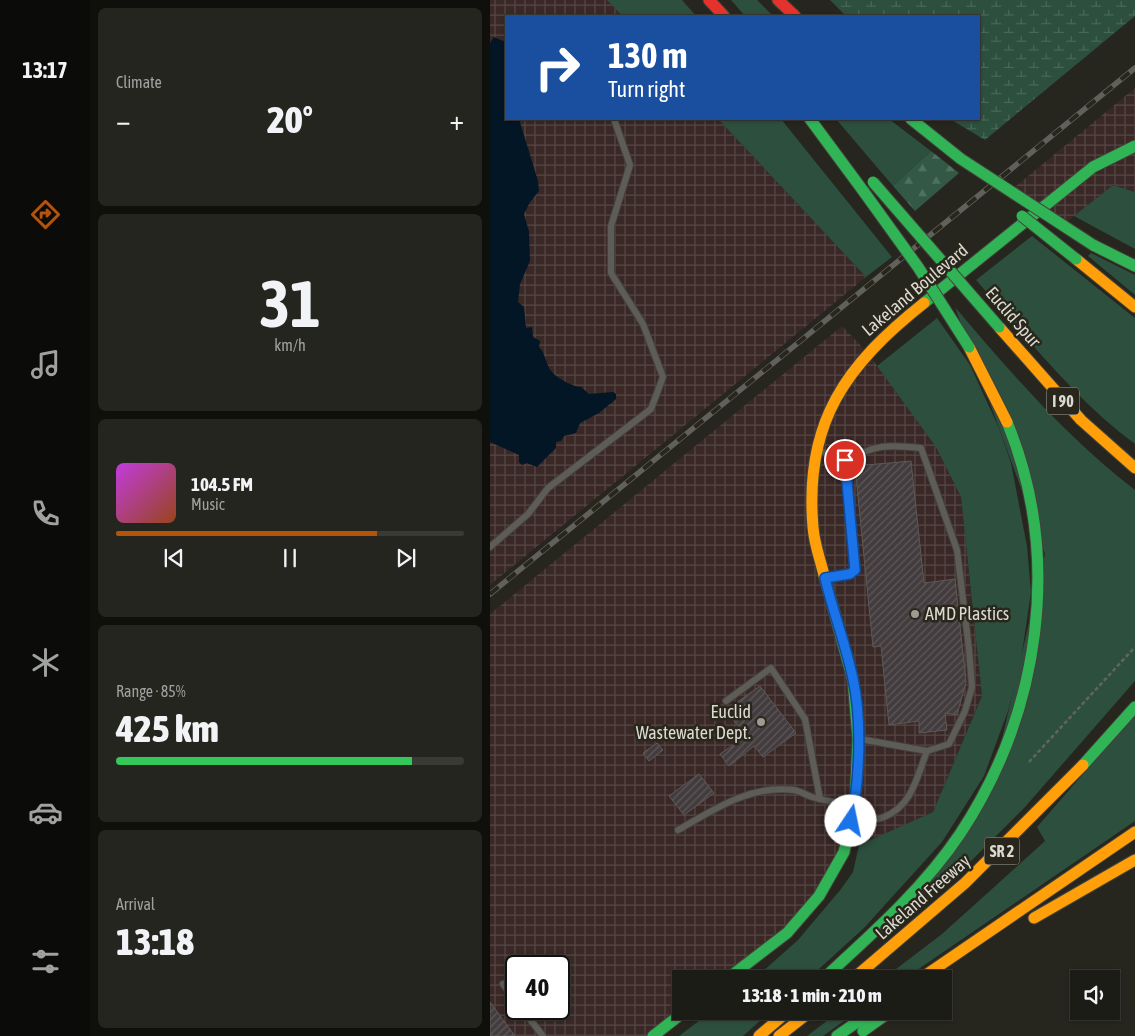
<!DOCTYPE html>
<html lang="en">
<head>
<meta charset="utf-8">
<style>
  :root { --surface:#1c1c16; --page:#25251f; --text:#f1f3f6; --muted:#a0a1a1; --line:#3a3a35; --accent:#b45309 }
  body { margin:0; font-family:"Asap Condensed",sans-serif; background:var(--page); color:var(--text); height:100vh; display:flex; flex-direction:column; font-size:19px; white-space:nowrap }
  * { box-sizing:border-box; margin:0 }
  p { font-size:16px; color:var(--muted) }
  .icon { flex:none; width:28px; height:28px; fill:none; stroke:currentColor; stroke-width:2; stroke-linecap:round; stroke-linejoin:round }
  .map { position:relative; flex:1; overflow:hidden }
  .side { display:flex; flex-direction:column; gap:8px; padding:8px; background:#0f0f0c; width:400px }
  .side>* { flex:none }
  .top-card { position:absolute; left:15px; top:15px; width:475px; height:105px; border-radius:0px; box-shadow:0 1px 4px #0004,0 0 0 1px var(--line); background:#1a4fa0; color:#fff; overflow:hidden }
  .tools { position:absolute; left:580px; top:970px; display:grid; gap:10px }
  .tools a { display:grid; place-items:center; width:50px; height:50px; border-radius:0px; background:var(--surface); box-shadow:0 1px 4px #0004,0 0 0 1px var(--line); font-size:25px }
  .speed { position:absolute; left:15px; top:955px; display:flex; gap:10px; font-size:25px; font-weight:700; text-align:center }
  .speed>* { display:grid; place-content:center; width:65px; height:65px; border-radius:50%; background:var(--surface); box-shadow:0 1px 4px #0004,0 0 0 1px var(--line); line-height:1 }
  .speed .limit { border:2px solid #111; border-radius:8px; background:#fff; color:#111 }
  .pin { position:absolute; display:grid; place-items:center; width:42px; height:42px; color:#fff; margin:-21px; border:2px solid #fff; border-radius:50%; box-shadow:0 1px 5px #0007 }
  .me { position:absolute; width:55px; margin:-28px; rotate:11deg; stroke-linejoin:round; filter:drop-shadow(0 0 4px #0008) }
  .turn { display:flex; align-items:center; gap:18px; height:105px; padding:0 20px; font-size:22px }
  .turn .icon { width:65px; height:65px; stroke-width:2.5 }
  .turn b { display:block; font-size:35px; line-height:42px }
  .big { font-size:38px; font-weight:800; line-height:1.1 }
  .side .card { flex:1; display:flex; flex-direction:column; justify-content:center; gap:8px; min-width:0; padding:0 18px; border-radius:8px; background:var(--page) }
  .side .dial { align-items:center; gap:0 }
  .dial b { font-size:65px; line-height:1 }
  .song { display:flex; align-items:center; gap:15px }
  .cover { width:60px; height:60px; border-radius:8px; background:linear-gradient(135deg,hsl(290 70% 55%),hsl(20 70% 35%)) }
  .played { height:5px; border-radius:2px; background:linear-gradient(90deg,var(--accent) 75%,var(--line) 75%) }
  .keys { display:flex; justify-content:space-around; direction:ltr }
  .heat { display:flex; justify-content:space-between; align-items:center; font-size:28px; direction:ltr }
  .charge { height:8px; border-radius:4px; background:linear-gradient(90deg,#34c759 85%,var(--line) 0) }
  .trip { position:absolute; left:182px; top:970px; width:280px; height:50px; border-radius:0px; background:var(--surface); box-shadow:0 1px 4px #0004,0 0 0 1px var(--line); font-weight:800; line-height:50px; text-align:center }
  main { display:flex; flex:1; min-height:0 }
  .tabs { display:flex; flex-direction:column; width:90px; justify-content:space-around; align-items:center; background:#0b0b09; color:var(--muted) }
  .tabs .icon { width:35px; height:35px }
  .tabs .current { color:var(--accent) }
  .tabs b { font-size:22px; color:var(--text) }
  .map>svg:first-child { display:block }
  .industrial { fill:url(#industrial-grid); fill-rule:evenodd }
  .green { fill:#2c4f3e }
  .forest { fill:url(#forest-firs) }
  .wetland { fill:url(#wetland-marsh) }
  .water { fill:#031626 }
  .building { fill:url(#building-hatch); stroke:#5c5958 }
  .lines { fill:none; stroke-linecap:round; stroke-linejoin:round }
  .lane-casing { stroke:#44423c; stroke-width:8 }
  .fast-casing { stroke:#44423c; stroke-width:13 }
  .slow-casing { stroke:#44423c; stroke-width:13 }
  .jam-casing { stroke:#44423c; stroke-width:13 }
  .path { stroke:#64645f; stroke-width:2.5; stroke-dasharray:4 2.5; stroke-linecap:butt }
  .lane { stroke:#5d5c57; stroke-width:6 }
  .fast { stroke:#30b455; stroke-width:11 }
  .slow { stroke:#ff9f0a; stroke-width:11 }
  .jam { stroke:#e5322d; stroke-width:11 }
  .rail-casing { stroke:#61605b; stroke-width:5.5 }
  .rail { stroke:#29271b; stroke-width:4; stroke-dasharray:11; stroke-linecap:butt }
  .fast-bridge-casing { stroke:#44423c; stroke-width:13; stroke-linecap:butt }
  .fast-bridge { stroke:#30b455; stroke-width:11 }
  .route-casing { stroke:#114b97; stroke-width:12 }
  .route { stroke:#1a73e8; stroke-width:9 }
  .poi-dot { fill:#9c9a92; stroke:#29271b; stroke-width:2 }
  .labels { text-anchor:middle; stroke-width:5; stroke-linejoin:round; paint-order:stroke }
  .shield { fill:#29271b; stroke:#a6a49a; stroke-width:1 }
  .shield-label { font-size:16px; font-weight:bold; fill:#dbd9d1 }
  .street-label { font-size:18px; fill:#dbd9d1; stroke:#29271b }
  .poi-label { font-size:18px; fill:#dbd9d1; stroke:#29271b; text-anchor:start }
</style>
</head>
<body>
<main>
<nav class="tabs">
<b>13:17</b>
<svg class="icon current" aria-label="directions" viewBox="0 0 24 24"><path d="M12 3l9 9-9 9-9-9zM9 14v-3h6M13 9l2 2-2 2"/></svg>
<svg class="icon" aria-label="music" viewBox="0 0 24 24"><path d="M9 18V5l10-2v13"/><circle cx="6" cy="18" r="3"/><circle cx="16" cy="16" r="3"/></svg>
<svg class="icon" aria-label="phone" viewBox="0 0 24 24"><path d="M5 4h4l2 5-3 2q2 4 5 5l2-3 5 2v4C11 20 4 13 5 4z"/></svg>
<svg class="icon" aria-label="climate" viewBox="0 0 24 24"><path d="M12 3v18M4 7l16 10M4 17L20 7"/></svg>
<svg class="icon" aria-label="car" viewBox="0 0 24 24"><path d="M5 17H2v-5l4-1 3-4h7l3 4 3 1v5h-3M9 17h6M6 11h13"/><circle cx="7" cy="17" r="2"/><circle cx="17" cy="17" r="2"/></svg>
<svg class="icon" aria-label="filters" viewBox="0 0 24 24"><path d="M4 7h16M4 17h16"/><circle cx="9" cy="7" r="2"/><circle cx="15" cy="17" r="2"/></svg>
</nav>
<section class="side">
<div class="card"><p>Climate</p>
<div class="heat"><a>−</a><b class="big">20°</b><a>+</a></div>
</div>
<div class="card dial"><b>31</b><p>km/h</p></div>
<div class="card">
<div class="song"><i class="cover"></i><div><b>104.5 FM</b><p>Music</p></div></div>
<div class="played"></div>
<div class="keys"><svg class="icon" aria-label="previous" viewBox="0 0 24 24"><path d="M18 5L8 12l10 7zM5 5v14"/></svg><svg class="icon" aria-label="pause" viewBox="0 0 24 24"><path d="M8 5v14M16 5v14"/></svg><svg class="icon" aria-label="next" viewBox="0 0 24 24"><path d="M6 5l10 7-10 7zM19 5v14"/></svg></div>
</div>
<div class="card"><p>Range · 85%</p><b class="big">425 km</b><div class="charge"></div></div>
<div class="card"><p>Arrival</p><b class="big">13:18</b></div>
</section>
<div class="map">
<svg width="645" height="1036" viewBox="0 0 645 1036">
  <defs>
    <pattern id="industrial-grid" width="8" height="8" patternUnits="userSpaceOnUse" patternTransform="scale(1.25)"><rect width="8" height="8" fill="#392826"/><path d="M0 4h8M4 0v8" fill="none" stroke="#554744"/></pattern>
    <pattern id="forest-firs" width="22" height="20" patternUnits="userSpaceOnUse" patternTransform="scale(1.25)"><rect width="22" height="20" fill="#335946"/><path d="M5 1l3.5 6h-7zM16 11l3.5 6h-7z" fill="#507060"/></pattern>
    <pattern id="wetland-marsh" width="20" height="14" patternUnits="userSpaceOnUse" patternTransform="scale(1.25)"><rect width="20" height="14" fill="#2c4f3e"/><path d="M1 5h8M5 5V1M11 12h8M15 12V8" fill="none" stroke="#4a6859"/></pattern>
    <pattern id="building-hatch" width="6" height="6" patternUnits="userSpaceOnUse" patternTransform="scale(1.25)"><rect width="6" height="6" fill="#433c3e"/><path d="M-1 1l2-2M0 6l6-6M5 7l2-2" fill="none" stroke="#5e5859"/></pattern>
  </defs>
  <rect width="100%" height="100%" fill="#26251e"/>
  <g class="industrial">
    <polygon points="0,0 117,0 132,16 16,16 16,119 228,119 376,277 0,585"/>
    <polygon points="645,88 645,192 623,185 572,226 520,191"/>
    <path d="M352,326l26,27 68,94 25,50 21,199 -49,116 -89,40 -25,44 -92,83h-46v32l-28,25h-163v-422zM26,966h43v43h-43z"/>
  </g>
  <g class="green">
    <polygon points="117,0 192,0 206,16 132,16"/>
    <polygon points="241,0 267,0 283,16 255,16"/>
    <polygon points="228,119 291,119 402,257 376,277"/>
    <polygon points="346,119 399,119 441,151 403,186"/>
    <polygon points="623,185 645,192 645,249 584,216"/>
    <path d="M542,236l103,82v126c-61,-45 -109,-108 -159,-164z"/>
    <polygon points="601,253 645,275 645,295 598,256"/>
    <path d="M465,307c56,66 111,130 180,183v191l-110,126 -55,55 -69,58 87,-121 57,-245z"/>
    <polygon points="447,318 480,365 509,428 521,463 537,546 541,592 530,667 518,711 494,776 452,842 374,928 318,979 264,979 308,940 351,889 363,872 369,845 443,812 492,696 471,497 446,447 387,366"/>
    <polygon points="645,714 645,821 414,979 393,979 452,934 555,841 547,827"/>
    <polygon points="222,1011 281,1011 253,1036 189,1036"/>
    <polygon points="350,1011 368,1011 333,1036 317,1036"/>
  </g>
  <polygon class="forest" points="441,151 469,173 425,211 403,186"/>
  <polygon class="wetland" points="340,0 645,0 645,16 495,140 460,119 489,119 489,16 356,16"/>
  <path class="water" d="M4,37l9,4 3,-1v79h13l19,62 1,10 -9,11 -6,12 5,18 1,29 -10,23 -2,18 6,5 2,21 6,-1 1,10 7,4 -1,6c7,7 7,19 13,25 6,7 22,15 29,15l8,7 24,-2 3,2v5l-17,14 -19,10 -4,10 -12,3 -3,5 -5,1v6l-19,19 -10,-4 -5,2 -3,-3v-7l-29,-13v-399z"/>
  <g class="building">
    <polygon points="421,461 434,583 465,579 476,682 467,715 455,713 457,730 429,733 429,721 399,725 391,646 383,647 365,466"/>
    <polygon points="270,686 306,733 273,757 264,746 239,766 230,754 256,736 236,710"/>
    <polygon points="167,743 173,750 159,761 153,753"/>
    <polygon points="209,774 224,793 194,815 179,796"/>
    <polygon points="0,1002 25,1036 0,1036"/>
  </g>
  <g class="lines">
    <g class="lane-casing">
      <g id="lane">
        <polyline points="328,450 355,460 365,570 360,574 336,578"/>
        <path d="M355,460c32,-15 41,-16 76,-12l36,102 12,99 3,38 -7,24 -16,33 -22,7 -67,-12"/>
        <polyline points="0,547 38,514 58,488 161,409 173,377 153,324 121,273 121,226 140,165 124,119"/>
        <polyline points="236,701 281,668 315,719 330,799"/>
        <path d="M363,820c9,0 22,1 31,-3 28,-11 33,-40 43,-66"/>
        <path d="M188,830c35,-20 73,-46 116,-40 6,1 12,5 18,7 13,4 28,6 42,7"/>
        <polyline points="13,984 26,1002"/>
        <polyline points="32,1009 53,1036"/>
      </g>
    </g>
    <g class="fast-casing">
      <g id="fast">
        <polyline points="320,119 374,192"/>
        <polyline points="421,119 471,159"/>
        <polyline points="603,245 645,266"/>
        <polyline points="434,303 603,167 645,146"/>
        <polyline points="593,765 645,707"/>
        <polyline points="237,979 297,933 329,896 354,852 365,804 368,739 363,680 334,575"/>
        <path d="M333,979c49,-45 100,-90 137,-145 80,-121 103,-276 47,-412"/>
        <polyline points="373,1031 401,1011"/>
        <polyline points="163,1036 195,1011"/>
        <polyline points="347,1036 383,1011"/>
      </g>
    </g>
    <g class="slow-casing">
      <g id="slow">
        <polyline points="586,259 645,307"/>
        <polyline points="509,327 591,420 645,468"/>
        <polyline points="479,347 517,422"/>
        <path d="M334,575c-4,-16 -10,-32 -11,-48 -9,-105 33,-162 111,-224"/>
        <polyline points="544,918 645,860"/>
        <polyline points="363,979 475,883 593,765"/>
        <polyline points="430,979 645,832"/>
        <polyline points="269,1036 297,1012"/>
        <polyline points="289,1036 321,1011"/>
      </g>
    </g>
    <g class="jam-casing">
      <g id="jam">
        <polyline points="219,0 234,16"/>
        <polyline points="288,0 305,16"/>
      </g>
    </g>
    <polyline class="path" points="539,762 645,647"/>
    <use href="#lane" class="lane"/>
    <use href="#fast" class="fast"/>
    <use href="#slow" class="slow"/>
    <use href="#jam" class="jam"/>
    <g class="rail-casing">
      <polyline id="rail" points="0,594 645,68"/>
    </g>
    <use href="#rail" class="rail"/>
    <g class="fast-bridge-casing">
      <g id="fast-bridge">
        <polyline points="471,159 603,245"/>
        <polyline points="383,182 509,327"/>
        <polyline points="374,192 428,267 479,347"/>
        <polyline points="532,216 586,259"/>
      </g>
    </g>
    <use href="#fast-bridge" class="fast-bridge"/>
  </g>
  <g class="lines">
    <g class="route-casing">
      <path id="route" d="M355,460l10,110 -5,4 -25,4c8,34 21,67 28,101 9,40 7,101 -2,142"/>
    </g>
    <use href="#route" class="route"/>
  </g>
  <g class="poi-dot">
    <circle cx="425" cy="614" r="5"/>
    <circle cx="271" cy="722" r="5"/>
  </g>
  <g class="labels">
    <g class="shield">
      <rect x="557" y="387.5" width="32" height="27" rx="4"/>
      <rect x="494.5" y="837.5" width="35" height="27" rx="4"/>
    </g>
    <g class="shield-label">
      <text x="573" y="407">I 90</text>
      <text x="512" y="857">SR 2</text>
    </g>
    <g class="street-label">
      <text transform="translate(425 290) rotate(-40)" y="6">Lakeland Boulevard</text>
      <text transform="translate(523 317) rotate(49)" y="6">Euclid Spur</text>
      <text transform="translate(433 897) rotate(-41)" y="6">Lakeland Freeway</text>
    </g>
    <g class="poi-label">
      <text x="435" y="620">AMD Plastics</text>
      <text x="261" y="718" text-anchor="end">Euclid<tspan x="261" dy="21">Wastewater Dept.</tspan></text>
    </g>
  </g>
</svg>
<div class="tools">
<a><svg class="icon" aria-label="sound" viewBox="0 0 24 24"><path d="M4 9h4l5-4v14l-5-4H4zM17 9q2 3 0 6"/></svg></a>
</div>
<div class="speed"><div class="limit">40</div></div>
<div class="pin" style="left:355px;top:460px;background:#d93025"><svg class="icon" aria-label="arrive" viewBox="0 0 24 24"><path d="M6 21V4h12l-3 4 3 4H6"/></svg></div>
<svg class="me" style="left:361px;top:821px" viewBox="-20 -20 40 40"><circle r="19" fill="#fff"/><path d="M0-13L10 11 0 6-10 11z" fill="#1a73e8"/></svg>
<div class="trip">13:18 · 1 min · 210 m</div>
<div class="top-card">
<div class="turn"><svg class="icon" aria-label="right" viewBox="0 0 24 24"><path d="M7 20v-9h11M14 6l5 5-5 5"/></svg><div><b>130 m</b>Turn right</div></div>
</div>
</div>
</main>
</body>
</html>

Exercise objective
Among the lines above, find those holding "hidden" and copy each one.

Worked solution
  .map { position:relative; flex:1; overflow:hidden }
  .top-card { position:absolute; left:15px; top:15px; width:475px; height:105px; border-radius:0px; box-shadow:0 1px 4px #0004,0 0 0 1px var(--line); background:#1a4fa0; color:#fff; overflow:hidden }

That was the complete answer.